(About this exercise): Nothing in the records may be left out; restate them word for word.

>>>

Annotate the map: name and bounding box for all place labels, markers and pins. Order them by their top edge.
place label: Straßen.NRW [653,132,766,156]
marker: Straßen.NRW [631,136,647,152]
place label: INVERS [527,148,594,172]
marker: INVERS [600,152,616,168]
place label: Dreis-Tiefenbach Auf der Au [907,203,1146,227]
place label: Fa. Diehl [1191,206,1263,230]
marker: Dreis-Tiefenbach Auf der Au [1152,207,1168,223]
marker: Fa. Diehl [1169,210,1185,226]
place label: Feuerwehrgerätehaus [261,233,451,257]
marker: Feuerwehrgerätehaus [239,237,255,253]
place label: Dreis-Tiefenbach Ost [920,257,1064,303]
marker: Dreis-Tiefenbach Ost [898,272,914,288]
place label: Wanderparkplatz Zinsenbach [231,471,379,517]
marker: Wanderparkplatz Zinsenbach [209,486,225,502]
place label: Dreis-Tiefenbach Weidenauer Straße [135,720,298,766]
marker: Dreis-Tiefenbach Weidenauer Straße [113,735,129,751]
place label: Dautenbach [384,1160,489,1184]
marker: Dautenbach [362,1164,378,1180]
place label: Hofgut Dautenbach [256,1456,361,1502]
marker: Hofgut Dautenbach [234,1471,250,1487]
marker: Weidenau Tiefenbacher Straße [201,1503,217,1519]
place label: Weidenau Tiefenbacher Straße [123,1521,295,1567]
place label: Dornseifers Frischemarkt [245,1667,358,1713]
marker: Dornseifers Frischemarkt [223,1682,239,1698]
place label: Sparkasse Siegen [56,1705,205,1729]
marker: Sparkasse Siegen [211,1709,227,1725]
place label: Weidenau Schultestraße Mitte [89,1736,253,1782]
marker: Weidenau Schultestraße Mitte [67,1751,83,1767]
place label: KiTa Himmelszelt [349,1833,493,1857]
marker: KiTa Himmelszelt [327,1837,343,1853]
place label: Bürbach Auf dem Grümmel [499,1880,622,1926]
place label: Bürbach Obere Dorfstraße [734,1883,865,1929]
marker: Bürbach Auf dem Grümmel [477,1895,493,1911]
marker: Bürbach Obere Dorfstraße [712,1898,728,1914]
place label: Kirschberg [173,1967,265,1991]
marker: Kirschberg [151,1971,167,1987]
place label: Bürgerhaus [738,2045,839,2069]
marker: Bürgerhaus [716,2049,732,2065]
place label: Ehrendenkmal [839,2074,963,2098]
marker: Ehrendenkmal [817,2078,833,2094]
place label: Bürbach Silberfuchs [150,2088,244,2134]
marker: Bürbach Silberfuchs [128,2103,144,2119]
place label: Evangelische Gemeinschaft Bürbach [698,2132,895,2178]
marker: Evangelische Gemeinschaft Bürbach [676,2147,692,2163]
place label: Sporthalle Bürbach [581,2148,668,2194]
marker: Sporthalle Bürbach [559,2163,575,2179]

<<<

(Finished exercise):
Annotate the map: name and bounding box for all place labels, markers and pins. Order them by their top edge.
place label: Straßen.NRW [653,132,766,156]
marker: Straßen.NRW [631,136,647,152]
place label: INVERS [527,148,594,172]
marker: INVERS [600,152,616,168]
place label: Dreis-Tiefenbach Auf der Au [907,203,1146,227]
place label: Fa. Diehl [1191,206,1263,230]
marker: Dreis-Tiefenbach Auf der Au [1152,207,1168,223]
marker: Fa. Diehl [1169,210,1185,226]
place label: Feuerwehrgerätehaus [261,233,451,257]
marker: Feuerwehrgerätehaus [239,237,255,253]
place label: Dreis-Tiefenbach Ost [920,257,1064,303]
marker: Dreis-Tiefenbach Ost [898,272,914,288]
place label: Wanderparkplatz Zinsenbach [231,471,379,517]
marker: Wanderparkplatz Zinsenbach [209,486,225,502]
place label: Dreis-Tiefenbach Weidenauer Straße [135,720,298,766]
marker: Dreis-Tiefenbach Weidenauer Straße [113,735,129,751]
place label: Dautenbach [384,1160,489,1184]
marker: Dautenbach [362,1164,378,1180]
place label: Hofgut Dautenbach [256,1456,361,1502]
marker: Hofgut Dautenbach [234,1471,250,1487]
marker: Weidenau Tiefenbacher Straße [201,1503,217,1519]
place label: Weidenau Tiefenbacher Straße [123,1521,295,1567]
place label: Dornseifers Frischemarkt [245,1667,358,1713]
marker: Dornseifers Frischemarkt [223,1682,239,1698]
place label: Sparkasse Siegen [56,1705,205,1729]
marker: Sparkasse Siegen [211,1709,227,1725]
place label: Weidenau Schultestraße Mitte [89,1736,253,1782]
marker: Weidenau Schultestraße Mitte [67,1751,83,1767]
place label: KiTa Himmelszelt [349,1833,493,1857]
marker: KiTa Himmelszelt [327,1837,343,1853]
place label: Bürbach Auf dem Grümmel [499,1880,622,1926]
place label: Bürbach Obere Dorfstraße [734,1883,865,1929]
marker: Bürbach Auf dem Grümmel [477,1895,493,1911]
marker: Bürbach Obere Dorfstraße [712,1898,728,1914]
place label: Kirschberg [173,1967,265,1991]
marker: Kirschberg [151,1971,167,1987]
place label: Bürgerhaus [738,2045,839,2069]
marker: Bürgerhaus [716,2049,732,2065]
place label: Ehrendenkmal [839,2074,963,2098]
marker: Ehrendenkmal [817,2078,833,2094]
place label: Bürbach Silberfuchs [150,2088,244,2134]
marker: Bürbach Silberfuchs [128,2103,144,2119]
place label: Evangelische Gemeinschaft Bürbach [698,2132,895,2178]
marker: Evangelische Gemeinschaft Bürbach [676,2147,692,2163]
place label: Sporthalle Bürbach [581,2148,668,2194]
marker: Sporthalle Bürbach [559,2163,575,2179]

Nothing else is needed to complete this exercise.